Of course you don’t.
You don’t remember it, but not because it never happened, oh it sure did. You, intrepid reader,don’t remember it, because the powers that be at DC comics in the late 80’s, decided you shouldn’t ever read it.
By 1988,Rick Veitch was writing the Swamp Thing title, picking up from Alan Moore’s character defining run. Veitch had worked with Moore during his run, so there was a working bond that helped carry over a sense of continuity between the two writers tenures. Moore’s run had turned a book about a man turned monster into much more of a character study, questioning what humanity really is, and if you even have to be human to have it. It was a thinking person’s horror comic, and Veitch moved the series in the same direction, albeit in his own style. In issue 80 of the series, Veitch introduced an interesting aspect into the story. Swampy would be displaced in time, and he would spend several issues (Veitch planned to end the time travel story and his run at 91) popping up in different points in history.
Issue 88 is where the proverbial stuff hit the fan. Veitch had written a story where Swampy ends up meeting Jesus Christ during his last days. Titled ” Morning of the Magician”, the issue featured a scene where Swampy hands Jesus a cup of water while he suffers on the cross. The cover art depicts Swampy (wearing a crown of thorns) fashioned into the cross, covered in blood stains from Jesus’ wounds.
Handed into and approved by his editors, the story seemed a go. Penciller Michael Zulli completed much of the artwork for the issue. In a turn for the worse, then DC Editor in Chief and President Jenette Kahn read and declined publishing of the issue, feeling it could be inflammatory. DC was in a tight spot at the time. The comics industry was not at it’s 90’s nadir yet, but readership numbers weren’t where they wanted them to be. Several instances during that time of public backlash versus entertainment that contained a religious element were a hot topic. Martin Scorsese’s The Last Contemplation Of Christ had angered many Catholics and caused issues for the movie studios involved. Madonna was booted from a lucrative Pepsi contract for her Like A Prayer video, filled with what was considered by many as offensive Catholic imagery. The cherry on top was Salman Rushdie’s The Satanic Versus novel, which caused such an uproar amongst some in the Muslim community that the author’s life was threatened.
DC didn’t have as big of a powder keg here, as comics couldn’t compare to the popularity of movies or pop music, but they feared any negative attention would hurt the company’s future. Tim Burton’s Batman movie was in production at Warner Brothers and plans for a Swamp Thing cartoon and live action show were in place ( not to mention a toy line through Kenner). The higher ups at DC had leveraged too much on the success of Batman, and feared causing any kind of boycott that would hurt them.
Veitch quit the book after DC’s decision, and vowed not to work for the company again, unless they changed their stance and released the issue.

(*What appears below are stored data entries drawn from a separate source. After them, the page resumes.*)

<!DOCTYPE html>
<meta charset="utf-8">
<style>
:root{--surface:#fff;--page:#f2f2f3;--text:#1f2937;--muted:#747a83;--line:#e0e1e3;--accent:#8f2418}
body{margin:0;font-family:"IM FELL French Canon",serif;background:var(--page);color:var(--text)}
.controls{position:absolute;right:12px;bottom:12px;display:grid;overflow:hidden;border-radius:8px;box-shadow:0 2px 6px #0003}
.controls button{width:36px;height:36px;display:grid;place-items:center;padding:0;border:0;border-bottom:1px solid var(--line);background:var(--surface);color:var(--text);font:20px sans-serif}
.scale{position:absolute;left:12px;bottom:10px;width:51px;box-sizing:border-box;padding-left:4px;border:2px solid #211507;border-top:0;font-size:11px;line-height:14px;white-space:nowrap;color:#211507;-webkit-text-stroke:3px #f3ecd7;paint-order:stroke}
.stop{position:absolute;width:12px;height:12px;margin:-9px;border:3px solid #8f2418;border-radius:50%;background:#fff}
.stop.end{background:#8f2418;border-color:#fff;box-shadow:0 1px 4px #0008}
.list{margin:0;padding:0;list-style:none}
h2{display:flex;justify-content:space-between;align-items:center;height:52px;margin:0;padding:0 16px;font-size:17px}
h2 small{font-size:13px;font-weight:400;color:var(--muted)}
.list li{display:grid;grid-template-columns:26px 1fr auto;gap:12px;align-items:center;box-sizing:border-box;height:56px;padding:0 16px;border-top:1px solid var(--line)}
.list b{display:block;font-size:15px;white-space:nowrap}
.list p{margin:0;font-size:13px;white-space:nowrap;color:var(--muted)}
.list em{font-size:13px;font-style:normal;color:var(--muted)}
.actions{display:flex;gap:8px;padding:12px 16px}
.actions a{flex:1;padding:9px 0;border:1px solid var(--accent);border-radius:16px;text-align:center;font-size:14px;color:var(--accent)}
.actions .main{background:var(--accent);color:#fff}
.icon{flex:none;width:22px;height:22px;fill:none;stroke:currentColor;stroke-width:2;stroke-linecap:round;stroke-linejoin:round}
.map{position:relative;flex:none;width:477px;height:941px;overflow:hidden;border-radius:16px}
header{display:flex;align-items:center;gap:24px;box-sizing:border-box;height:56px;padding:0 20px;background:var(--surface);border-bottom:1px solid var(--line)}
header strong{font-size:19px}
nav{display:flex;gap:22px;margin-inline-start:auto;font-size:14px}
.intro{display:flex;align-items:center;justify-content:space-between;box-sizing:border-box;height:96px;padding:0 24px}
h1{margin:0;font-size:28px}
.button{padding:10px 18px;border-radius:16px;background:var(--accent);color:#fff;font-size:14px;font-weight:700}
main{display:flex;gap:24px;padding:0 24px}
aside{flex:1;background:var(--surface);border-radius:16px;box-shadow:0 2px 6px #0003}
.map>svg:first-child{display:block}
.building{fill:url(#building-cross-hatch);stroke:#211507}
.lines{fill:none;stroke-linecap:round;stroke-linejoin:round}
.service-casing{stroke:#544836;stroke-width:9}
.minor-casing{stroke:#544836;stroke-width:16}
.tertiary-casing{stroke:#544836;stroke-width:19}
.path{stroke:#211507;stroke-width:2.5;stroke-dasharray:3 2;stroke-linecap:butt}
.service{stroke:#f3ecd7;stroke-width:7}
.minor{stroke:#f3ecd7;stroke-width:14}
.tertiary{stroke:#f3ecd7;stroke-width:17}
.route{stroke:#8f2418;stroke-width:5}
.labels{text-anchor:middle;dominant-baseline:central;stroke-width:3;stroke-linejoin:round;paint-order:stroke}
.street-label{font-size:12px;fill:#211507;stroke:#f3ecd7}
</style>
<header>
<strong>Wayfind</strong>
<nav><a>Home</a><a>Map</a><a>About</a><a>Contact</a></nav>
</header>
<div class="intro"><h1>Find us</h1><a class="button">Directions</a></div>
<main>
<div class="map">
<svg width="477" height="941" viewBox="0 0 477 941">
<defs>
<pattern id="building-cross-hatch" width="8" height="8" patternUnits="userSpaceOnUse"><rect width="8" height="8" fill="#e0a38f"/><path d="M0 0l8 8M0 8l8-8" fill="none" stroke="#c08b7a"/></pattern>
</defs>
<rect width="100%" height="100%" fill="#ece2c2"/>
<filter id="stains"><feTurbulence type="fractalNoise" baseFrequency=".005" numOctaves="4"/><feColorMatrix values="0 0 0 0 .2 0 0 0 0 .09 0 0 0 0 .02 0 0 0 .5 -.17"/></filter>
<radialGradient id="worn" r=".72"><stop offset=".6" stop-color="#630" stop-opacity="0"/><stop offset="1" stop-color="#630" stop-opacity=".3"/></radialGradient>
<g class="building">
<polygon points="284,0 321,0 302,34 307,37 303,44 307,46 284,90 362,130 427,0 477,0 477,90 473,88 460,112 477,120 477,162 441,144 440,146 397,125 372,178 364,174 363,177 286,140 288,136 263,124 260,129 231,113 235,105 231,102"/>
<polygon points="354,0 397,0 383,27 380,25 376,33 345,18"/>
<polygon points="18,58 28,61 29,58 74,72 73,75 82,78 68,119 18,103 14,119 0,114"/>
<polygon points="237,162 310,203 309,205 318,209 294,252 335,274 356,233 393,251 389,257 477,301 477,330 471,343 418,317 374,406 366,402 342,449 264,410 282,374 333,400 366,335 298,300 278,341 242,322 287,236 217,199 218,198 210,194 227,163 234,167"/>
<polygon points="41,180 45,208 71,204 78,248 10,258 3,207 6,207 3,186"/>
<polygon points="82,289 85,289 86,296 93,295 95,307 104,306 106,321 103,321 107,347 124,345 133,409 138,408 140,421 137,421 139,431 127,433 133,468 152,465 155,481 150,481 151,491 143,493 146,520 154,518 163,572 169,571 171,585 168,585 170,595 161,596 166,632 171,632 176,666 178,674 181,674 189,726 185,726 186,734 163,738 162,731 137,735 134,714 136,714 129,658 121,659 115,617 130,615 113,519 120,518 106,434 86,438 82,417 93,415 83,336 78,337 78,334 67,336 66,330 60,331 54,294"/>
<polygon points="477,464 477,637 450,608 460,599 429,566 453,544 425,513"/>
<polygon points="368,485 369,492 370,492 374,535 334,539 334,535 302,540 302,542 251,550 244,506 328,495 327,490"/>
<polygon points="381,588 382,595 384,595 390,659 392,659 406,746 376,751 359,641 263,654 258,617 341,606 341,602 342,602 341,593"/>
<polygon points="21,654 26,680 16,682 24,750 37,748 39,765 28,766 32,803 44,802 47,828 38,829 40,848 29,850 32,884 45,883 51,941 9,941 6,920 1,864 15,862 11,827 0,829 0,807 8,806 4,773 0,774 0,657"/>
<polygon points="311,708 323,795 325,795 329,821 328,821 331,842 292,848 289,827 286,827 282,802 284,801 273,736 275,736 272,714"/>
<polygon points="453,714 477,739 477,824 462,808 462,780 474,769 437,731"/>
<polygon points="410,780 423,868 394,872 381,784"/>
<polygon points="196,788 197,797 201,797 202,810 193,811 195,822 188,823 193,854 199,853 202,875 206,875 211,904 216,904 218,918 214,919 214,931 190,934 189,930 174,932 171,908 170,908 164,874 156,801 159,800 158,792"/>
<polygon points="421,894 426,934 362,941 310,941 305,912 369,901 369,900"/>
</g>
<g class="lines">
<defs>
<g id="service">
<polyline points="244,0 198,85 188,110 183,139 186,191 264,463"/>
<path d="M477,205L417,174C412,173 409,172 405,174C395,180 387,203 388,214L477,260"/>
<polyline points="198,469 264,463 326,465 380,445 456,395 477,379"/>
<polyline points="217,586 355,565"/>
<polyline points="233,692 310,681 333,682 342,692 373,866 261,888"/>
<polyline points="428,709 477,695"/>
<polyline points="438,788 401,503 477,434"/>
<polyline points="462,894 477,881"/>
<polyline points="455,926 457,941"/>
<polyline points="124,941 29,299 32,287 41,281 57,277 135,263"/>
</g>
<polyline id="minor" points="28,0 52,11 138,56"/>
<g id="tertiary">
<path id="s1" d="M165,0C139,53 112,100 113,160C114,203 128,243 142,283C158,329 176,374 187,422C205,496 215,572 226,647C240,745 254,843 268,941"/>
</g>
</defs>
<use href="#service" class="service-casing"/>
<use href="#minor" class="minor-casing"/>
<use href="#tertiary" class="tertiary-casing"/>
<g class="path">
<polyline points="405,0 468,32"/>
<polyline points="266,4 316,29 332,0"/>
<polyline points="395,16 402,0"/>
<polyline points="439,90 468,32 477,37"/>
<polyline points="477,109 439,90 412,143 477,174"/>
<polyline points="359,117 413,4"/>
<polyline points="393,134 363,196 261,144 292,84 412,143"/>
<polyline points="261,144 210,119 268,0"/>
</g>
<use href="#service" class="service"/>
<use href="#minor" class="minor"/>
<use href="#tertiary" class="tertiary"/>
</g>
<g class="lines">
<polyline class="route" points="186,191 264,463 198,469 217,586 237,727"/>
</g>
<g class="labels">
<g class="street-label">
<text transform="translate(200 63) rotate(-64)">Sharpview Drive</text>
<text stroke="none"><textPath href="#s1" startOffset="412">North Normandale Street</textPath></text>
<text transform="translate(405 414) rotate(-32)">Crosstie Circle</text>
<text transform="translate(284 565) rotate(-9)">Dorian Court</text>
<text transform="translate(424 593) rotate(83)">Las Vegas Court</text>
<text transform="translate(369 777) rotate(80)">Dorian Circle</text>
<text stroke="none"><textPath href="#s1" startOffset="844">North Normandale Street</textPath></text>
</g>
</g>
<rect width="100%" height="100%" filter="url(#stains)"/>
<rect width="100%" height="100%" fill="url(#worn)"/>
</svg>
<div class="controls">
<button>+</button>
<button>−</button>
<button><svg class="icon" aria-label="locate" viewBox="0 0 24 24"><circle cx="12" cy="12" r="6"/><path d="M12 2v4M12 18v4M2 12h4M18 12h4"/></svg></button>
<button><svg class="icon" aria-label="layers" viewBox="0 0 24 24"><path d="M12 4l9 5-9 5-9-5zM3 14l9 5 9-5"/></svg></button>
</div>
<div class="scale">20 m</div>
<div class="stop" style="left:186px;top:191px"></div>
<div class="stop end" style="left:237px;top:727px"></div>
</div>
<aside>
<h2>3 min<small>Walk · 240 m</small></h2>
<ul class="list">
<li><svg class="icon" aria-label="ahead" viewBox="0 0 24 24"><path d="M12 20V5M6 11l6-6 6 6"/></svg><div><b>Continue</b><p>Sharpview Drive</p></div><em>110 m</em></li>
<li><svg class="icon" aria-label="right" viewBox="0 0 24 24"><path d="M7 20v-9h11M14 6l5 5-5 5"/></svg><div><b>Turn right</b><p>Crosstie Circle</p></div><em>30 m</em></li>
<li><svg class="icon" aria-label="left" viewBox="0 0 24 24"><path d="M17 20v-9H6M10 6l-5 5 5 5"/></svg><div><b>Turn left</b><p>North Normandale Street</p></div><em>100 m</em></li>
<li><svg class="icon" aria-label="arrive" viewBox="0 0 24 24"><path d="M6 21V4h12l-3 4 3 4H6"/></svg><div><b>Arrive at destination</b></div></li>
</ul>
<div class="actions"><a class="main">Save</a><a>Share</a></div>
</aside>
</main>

Jamie Delano and Neil Gaiman were planned to take over the series after Veitch was to finish his run, both declined the job in support of the writer. Eventually after a brief period of no issues being published, new writer Doug Wheeler took over, but did not continue Veitch’s time travel story, but set out on a new direction with his own issue 88.
Veitch eventually worked for DC again, relenting his position. In 2004, he even offered to make some changes to the issue, in the hopes to be able to finish the time travel story off. To date, no resolution has been reached. Swamp Thing lasted 133 issues total in that volume, and has been brought back several times, currently in the New 52 series of DC books. The Swamp Thing cartoon was a flop, while the live action show lasted a few years. Art and the script from the lost issue can be found on the Internet.
In conclusion, it is an interesting little story in the history of our beloved medium, comics. It in no uncertain way makes us look at how much things have changed in the last 25- 30 years. Would a character interacting with Jesus cause such a stir in a day and age where some comics regularly feature some of the most abhorrent violence, rape and other forms of cruelty? What should be considered more inflammatory, depicting the horrors that can and do occur in our world, or retelling a historical story with some fictional elements intertwined. That is a question far to big for me to answer.